[Exercise objective] In the records, find each line where "stream" occurs, and copy it.

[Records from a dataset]

===============

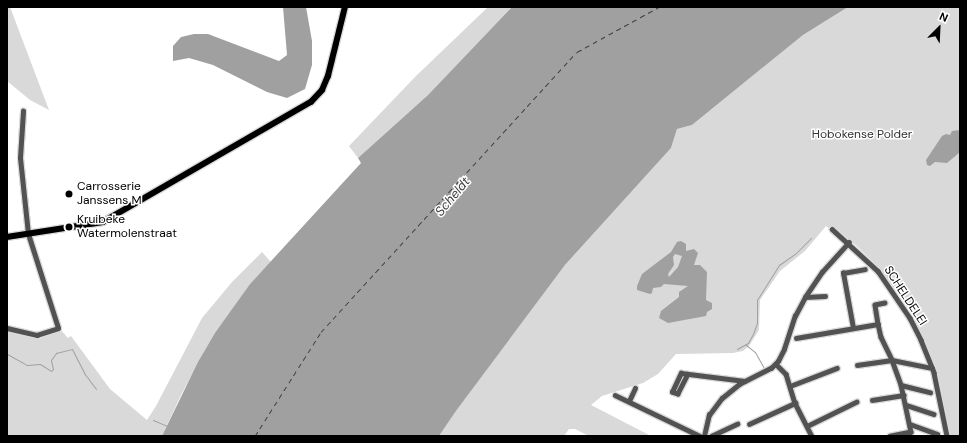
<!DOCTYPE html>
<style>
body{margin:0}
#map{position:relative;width:967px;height:443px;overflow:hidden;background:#fff;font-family:"DM Sans",sans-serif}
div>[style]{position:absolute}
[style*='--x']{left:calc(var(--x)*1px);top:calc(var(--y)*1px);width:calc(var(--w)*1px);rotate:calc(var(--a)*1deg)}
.green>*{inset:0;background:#d9d9d9}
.water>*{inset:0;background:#a0a0a0}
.stream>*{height:1px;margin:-0.5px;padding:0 0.5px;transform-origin:0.5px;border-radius:0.5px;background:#a0a0a0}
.ferry>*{height:1px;margin-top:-0.5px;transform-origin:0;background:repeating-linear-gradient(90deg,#414141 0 5px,transparent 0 9px)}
.roads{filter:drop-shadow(1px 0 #dbdbdb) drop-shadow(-1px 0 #dbdbdb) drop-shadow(0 1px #dbdbdb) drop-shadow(0 -1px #dbdbdb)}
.minor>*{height:4.5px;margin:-2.25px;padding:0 2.25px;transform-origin:2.25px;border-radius:2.25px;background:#525252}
.major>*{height:5.5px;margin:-2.75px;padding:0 2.75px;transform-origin:2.75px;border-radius:2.75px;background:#000}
.dots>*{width:11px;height:11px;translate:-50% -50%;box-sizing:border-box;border:2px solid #fff;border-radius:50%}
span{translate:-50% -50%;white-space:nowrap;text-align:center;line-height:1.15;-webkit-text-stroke:3px #fff;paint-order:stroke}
.park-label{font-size:12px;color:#303030}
.poi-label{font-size:12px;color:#000}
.left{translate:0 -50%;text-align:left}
.street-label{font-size:12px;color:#000}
.water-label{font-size:13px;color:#414141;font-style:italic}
.frame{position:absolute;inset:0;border:8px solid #000;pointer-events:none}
.north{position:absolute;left:919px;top:8px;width:40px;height:40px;-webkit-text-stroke:3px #fff;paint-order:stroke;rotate:24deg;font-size:11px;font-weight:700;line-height:16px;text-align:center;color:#000}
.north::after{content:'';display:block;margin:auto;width:14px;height:18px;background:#000;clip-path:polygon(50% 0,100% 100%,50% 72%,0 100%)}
</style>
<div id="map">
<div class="green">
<i style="clip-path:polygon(7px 7px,10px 7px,49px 110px,30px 100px,7px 81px)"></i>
<i style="clip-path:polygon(488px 7px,512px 7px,428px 95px,358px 158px,349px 146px,415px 77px)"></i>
<i style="clip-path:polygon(848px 7px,960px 7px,960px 436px,949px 436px,936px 374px,914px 319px,902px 299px,876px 265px,858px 247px,841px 233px,838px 236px,826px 226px,805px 251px,780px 271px,760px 300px,759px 330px,749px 346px,743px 351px,733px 353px,676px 354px,658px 374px,643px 383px,602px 396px,591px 405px,651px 436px,589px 436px,575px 429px,569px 429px,564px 436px,439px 436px,456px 411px,565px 265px,671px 148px,677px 129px,692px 125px,803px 35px)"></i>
<i style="clip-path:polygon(262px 252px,271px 262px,250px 284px,207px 347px,181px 395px,162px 436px,7px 436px,7px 330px,34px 337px,41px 337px,60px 329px,68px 338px,71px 336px,110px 389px,147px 420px,156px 406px,202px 318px,232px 282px)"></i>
</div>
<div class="water">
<i style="clip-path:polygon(283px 7px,306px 7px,312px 41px,312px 65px,305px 89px,287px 98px,267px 92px,213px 65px,189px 58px,173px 61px,173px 46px,181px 37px,194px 34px,208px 34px,279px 61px,287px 55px)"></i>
<i style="clip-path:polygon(512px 7px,848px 7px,803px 35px,692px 125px,677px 129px,671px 148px,565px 265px,456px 411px,439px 436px,162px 436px,198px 362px,215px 333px,250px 284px,361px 163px,358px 158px,428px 95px)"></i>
<i style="clip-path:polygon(960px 130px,959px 153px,947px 163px,935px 162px,930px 166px,927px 165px,926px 160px,942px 136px,946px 134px,950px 135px,952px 131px)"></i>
<i style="clip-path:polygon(evenodd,681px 241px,686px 244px,686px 251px,694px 249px,698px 253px,694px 265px,700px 265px,707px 272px,706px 300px,712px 303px,712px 309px,707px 312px,706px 316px,668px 323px,659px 318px,661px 311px,679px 297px,679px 292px,688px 286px,664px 284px,661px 287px,653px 288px,652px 293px,650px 294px,637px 290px,637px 286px,642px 274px,671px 252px,677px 242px,681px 241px,675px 254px,682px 256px,678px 267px,669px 277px,668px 274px,674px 265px,673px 257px,675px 254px)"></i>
</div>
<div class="stream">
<i style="--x:746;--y:345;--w:11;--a:38"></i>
<i style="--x:755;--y:352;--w:18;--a:61"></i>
<i style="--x:737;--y:349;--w:13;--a:-29"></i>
<i style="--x:748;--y:343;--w:10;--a:-61"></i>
<i style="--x:753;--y:334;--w:12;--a:-70"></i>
<i style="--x:757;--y:323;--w:23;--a:-90"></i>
<i style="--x:757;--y:300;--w:41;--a:-57.8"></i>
<i style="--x:779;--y:265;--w:19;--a:-35"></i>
<i style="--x:795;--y:254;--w:23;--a:-45"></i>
<i style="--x:7;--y:354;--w:23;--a:29"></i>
<i style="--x:27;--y:365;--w:13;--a:-4"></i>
<i style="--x:40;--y:364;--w:13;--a:32"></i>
<i style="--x:51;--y:371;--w:3;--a:-45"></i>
<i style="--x:53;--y:369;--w:9;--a:-103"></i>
<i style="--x:51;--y:360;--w:9;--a:-54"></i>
<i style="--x:56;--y:353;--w:16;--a:-14"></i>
<i style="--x:72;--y:349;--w:27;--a:63"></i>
<i style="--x:84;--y:373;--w:20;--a:53"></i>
<i style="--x:153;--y:420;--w:15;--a:23"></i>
</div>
<div class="ferry">
<i style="--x:255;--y:436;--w:123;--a:-57.6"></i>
<i style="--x:321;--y:332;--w:379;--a:-47.6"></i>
<i style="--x:577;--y:52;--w:94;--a:-28.8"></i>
</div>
<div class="roads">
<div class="minor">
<i style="--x:832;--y:229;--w:62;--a:42.4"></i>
<i style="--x:878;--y:271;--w:57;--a:55.8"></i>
<i style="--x:910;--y:318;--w:25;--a:63"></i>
<i style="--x:921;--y:340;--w:35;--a:68"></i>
<i style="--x:934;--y:373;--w:64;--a:78.3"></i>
<i style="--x:805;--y:297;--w:20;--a:-3"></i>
<i style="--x:885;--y:303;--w:10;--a:169"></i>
<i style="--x:875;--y:305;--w:19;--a:81"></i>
<i style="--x:878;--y:324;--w:13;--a:77"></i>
<i style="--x:881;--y:337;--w:25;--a:64"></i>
<i style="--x:892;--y:360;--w:27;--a:70"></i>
<i style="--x:901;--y:385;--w:48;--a:78"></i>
<i style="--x:911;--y:432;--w:21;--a:169"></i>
<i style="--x:7;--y:328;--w:31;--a:13"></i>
<i style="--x:37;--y:335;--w:22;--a:-18"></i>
<i style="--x:58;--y:328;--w:99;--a:-107.7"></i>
<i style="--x:28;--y:234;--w:76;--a:-96"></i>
<i style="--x:20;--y:158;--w:47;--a:-86.3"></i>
<i style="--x:853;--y:328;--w:56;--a:-100.3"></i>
<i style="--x:843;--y:273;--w:22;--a:-10"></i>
<i style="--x:796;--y:338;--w:83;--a:-9.7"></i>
<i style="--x:776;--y:364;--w:14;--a:45"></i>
<i style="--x:786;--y:374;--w:30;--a:73"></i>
<i style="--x:795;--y:403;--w:37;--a:63"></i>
<i style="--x:857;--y:365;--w:35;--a:-8"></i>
<i style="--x:892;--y:360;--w:41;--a:11.3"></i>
<i style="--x:688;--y:374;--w:22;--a:117"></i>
<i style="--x:678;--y:394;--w:6;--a:-162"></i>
<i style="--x:672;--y:392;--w:21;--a:-65"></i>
<i style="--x:681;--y:373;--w:64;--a:7.2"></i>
<i style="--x:901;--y:385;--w:30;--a:14"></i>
<i style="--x:790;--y:386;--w:50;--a:-21"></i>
<i style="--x:615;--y:395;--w:94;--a:25.8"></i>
<i style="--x:872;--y:400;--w:32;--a:-9"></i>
<i style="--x:629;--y:401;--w:14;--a:-65"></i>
<i style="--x:906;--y:405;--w:29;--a:18"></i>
<i style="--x:749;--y:424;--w:51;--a:-24.5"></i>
<i style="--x:910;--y:424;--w:29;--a:20"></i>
<i style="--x:807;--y:426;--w:55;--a:-26.1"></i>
<i style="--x:704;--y:436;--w:22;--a:-77"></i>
<i style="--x:709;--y:415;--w:21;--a:-53"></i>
<i style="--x:722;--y:398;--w:22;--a:-39"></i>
<i style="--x:739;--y:384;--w:36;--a:-27"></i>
<i style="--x:771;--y:368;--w:10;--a:-45"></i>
<i style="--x:778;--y:361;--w:13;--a:-63"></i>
<i style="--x:784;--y:349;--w:35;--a:-72"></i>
<i style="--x:795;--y:316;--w:21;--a:-62"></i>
<i style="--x:805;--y:297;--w:30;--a:-56"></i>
<i style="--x:822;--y:272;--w:40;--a:-48"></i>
<i style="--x:711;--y:436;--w:29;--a:-25"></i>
</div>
<div class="major">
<i style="--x:7;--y:237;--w:97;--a:-8.9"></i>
<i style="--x:103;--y:222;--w:240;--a:-30"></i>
<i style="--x:311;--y:102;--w:16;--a:-47"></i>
<i style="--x:322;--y:90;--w:15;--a:-67"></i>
<i style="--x:328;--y:76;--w:71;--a:-76.2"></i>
</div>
</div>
<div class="dots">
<i style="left:69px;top:194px;background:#000"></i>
<i style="left:69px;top:227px;background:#000"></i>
</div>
<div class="park-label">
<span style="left:862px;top:135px">Hobokense Polder</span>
</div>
<div class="poi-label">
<span class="left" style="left:77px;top:194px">Carrosserie<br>Janssens M</span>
<span class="left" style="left:77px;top:227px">Kruibeke<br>Watermolenstraat</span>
</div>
<div class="street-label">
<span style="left:905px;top:296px;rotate:57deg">SCHELDELEI</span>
</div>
<div class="water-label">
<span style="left:453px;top:197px;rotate:-50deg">Scheldt</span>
</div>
<div class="frame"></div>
<div class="north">N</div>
</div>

===============

[Your solution]
.stream>*{height:1px;margin:-0.5px;padding:0 0.5px;transform-origin:0.5px;border-radius:0.5px;background:#a0a0a0}
<div class="stream">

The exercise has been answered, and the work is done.